With this aversion for the ugly, they never represented the excess of passion: Extreme pain and extreme anger produce contortion, and contortion disfigures. Timanthes, in

his picture of the Sacrifice of Iphigenia, veiled the head of Agamemnon; not that he despaired, as they say, of being able to render a faithful expression of such grief, but because he could do so only by giving to the countenance of the hero an agitation which would have disfigured it. Sculpture has represented the children of Niobe, some already dead and others expiring; the former pierced by fatal darts in their flight, the latter in the act of supplication; Niobe herself protecting with her own body her last and youngest daughter, for whom she in vain implores the mercy of the gods, whom the arrow of Diana has stricken between her arms. But none of them have a disordered attitude or a violent gesture; their countenances, and we might almost say that their bodies* express supplication, suffering, terror, and even death, with remarkable truthfulness, and at the same time with an admirable dignity and consistency. Niobe herself, this mother who sees her children perish, is beautiful and majestic, because the statuary has seized the moment when, having still a daughter whom she entreats the gods to leave her, she has not yet reached the excess of grief; he has avoided the moment when Niobe, seated among the dead bodies of her fourteen children who have perished before her eyes, would have abandoned herself to despair. In fact, while there is still some hope in grief, the soul, and consequently the human countenance, preserve a kind of equilibrium and proportion; and it is this which constitutes the moral and material beauty which the Greek art wished to express.

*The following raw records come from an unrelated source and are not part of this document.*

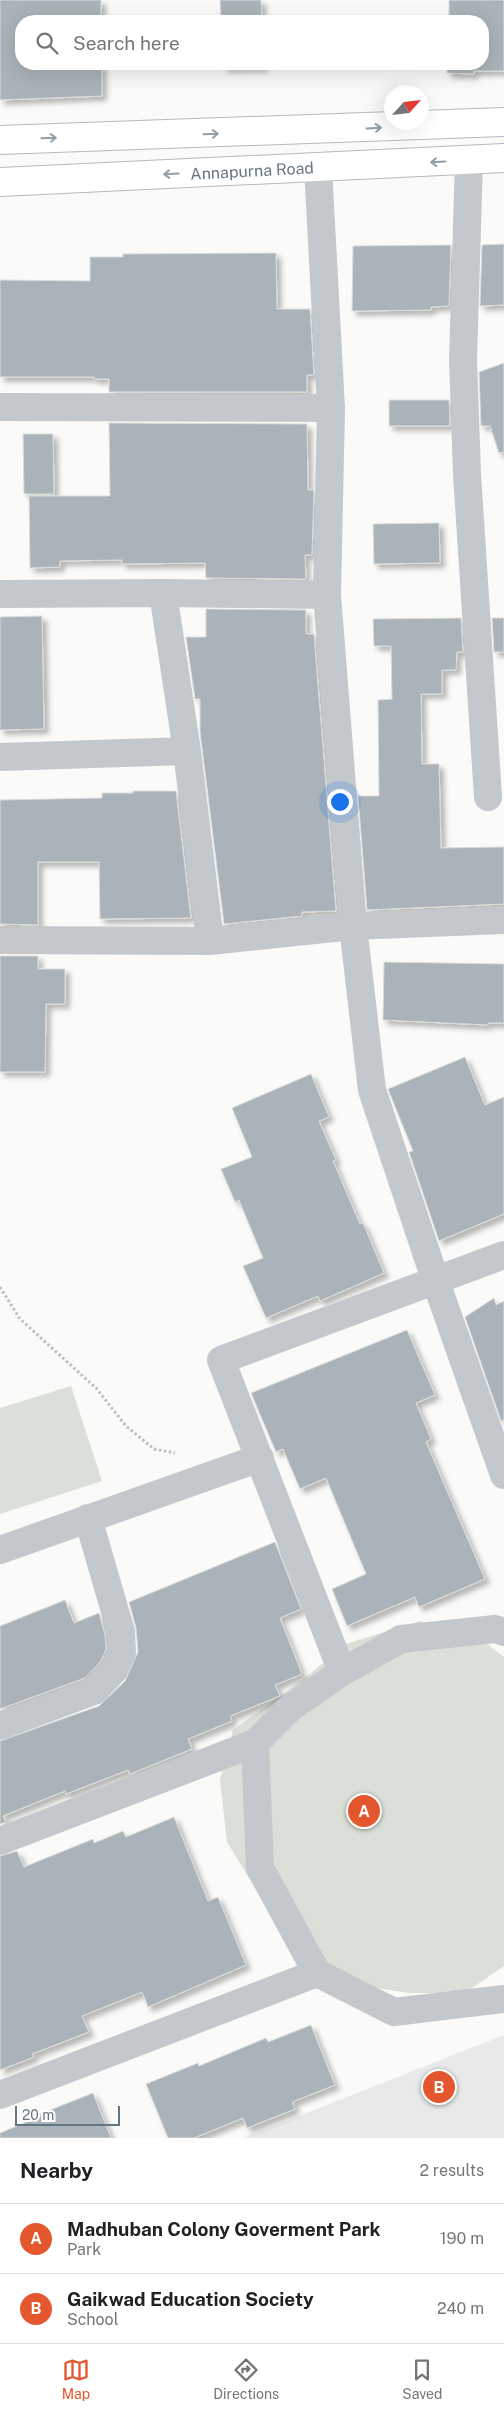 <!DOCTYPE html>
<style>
body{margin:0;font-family:"Public Sans",sans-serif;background:#f2f2f2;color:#202124}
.compass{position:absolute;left:384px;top:85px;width:45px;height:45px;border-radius:50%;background:#fff;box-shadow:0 5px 20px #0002;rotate:63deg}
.scale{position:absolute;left:15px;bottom:12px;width:105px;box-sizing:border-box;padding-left:5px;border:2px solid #657683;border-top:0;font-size:14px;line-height:18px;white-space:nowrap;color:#657683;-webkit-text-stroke:4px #fff;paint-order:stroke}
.you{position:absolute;left:339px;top:801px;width:18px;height:18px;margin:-12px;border:4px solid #fff;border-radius:50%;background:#1a73e8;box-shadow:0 0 0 8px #1a73e833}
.badge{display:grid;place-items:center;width:32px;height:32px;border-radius:50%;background:#e4572e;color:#fff;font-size:16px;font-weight:700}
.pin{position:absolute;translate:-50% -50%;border:2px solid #fff;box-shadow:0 1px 5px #0006}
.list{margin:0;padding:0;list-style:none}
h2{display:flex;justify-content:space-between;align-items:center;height:65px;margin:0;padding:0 20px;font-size:21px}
h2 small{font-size:16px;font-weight:400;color:#757577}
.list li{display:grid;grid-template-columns:32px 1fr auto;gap:15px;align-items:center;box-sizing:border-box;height:70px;padding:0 20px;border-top:1px solid #e0e0e0}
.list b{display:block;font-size:19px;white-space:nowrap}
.list p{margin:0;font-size:16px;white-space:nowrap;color:#757577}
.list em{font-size:16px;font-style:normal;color:#757577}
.icon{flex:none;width:28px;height:28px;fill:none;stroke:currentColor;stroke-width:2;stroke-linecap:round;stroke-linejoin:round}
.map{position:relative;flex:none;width:504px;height:2138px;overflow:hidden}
.search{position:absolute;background:#fff;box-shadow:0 5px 20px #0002;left:15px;right:15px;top:15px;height:55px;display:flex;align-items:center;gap:12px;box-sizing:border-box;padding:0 18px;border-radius:20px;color:#757577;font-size:19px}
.sheet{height:205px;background:#fff}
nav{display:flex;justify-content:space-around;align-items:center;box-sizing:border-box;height:70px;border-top:1px solid #e0e0e0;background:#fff;font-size:14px;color:#757577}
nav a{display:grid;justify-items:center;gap:2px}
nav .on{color:#e4572e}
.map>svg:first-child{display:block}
</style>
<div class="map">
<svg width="504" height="2138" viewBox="0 0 504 2138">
<defs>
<filter id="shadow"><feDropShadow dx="4.5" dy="4.5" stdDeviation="2.5" flood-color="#0004"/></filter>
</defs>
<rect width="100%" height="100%" fill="#fafaf8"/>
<path fill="#e8e9e9" d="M 504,2035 L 504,2138 L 243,2138 Z"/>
<path fill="#dadfd7" d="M 71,1386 L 102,1481 L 0,1514 L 0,1408 Z
M 420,1621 L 487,1644 L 504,1657 L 504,1966 L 465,1993 L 409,1993 L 345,1983 L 302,1964 L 227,1842 L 220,1780 L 233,1730 L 306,1677 L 346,1644 Z"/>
<path fill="#aab3b9" stroke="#dcdcda" filter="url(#shadow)" d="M 0,0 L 101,0 L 101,21 L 21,21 L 21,64 L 102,64 L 102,96 L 0,100 Z
M 220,0 L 261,0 L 262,21 L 221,21 Z
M 449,0 L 504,0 L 504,71 L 474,71 L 474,74 L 447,73 L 447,64 L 483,64 L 483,21 L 449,21 Z
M 223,64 L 264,64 L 264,67 L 223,68 Z
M 504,244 L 504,305 L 480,306 L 482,245 Z
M 451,245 L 449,306 L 431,307 L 431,310 L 352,311 L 353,246 Z
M 276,253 L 277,309 L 310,309 L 314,375 L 307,375 L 307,392 L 109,392 L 109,379 L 94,379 L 94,377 L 0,377 L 0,280 L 90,281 L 90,257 L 123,257 L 123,254 Z
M 504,363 L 504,452 L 499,453 L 490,426 L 481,426 L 479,372 Z
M 389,400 L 449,400 L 450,426 L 389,426 Z
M 109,423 L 307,424 L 308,490 L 314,490 L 312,555 L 305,555 L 306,579 L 206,578 L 205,563 L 122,564 L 122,560 L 60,561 L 60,567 L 30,568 L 29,496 L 110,496 Z
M 23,434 L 53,434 L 54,494 L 24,494 Z
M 439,523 L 440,563 L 374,564 L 373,524 Z
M 206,609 L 306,610 L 306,634 L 314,634 L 336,911 L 302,912 L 302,916 L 224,924 L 200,732 L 200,699 L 195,699 L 186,637 L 206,637 Z
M 42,616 L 44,729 L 0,730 L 0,617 Z
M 461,618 L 463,652 L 457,652 L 456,670 L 442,670 L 442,694 L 421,694 L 422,764 L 439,764 L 441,848 L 504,847 L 504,904 L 367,910 L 358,796 L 379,796 L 378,700 L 392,699 L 391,646 L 374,646 L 373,619 Z
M 492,618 L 504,618 L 504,652 L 494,652 Z
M 133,791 L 176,791 L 191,918 L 100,919 L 99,862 L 38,862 L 38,925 L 0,924 L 0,800 L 102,798 L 102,793 L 133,793 Z
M 0,956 L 38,956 L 38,969 L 65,969 L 65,1004 L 46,1004 L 45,1072 L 0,1072 Z
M 384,962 L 504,964 L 504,1023 L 488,1023 L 488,1025 L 383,1020 Z
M 465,1057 L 485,1105 L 504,1097 L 504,1214 L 439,1241 L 409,1152 L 413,1151 L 388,1089 Z
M 311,1074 L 329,1117 L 319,1121 L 336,1160 L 333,1161 L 360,1224 L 363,1223 L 384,1273 L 320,1301 L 318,1296 L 266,1318 L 243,1266 L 263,1258 L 239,1200 L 235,1202 L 221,1169 L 252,1157 L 232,1108 Z
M 494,1298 L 496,1305 L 504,1301 L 504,1420 L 501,1421 L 465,1317 Z
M 407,1330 L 435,1395 L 416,1403 L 431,1439 L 426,1442 L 485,1579 L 419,1607 L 415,1597 L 347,1626 L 332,1589 L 366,1574 L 326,1478 L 300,1489 L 283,1449 L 276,1452 L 251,1393 Z
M 275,1542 L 301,1609 L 280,1618 L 302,1674 L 275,1685 L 280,1696 L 230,1716 L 232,1721 L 188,1739 L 192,1749 L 130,1774 L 128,1770 L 66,1794 L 65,1791 L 3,1816 L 6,1822 L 0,1824 L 0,1741 L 99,1706 L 125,1681 L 138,1652 L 136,1628 L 129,1602 Z
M 65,1600 L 74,1623 L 99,1613 L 105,1635 L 106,1650 L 101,1661 L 85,1678 L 0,1709 L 0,1626 Z
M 174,1817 L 208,1901 L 218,1897 L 246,1965 L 148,2007 L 142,1992 L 82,2016 L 89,2032 L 32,2054 L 34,2057 L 0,2070 L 0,1856 L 17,1851 L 24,1867 L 93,1839 L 94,1843 L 123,1831 L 126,1837 Z
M 311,2025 L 335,2085 L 292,2102 L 295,2109 L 247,2128 L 243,2118 L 194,2138 L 168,2138 L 146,2084 L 198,2063 L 199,2066 L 266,2038 L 268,2042 Z
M 93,2093 L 111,2138 L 0,2138 L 0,2133 L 41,2116 L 40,2114 Z"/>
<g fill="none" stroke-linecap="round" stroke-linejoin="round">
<g stroke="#b3babf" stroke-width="30">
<path id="secondary" d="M 0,140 L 504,122
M 0,182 L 504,158"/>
</g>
<path stroke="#bbbfc2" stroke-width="3" stroke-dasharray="2.5 2.5" stroke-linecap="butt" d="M 0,1287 L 20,1319 L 96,1388 L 126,1426 L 154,1449 L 175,1453"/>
<path stroke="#c3c8cc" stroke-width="28" d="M 469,160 L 463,360 L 467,474 L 488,797
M 318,168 L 331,408 L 327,595 L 353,926 L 372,1090 L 436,1282 L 504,1475
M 0,407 L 331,408
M 163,593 L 187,751 L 210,941
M 0,594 L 163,593 L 327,595
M 0,757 L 187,751
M 0,940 L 210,941 L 353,926 L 504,920
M 0,1550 L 260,1458
M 342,1672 L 221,1360 L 504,1255
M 0,1726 L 94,1691 L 114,1670 L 122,1653 L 121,1632 L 88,1518
M 255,1743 L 260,1868 L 317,1973 L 394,2012 L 504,1999
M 0,1841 L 255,1743 L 290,1708 L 342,1672 L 401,1639 L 495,1629 L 504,1632
M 0,2095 L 317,1973"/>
<use href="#secondary" stroke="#fff" stroke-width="28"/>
</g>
<defs><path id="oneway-shaft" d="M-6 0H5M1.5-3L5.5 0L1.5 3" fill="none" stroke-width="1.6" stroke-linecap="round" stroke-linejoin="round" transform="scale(1.25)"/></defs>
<g stroke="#939fa8">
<use href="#oneway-shaft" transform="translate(374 128) rotate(-3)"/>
<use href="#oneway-shaft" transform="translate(211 134) rotate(-2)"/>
<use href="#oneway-shaft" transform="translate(49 138) rotate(-2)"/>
<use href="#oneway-shaft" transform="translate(438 162) rotate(177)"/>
<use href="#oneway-shaft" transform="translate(171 174) rotate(177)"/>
</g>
<g text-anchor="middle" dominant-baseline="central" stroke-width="5" stroke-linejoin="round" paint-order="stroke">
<g font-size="16" fill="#657683" stroke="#fff">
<text transform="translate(252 171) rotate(-3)">Annapurna Road</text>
</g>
</g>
</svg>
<svg class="compass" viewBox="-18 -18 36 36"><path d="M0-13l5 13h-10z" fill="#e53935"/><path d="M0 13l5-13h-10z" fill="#757577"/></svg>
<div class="scale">20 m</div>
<div class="you"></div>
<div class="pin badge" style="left:364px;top:1811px">A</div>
<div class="pin badge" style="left:439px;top:2087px">B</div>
<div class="search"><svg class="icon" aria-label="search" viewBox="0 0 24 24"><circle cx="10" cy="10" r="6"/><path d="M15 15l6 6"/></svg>Search here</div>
</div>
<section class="sheet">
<h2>Nearby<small>2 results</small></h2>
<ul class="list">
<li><span class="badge">A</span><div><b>Madhuban Colony Goverment Park</b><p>Park</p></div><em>190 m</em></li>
<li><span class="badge">B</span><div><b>Gaikwad Education Society</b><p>School</p></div><em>240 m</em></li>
</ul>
</section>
<nav>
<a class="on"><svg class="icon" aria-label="map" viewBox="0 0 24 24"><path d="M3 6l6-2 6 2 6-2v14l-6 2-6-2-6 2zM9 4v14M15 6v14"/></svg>Map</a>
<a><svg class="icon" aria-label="directions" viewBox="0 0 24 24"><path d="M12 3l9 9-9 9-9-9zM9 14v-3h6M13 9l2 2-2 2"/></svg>Directions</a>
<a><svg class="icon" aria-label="saved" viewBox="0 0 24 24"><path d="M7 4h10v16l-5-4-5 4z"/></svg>Saved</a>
</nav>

And let us not believe that the antique poetry was more disposed than sculpture or painting to represent the passions in their moments of excess; she had the same scruples. Thus when Niobe had reached the last degree of anguish, poetry, instead of doing violence to art in representing the disorder of this distracted mother, changes her into a rock; she preferred to metamorphose man rather than to disfigure him. The antique imagination (for poetry was only the interpreter of the popular imagination) believed that when the passion was excessive, the man disappeared; a just and profound

* In Greek statuary, the expression, instead of being concentrated in the face, as in modern statuary, is spread over the whole body; and nudity is for Greek sculpture not a habit borrowed from the climate, (since the Greeks were clad), but a resource of art in order the better to express the ideas and sentiments of their subjects.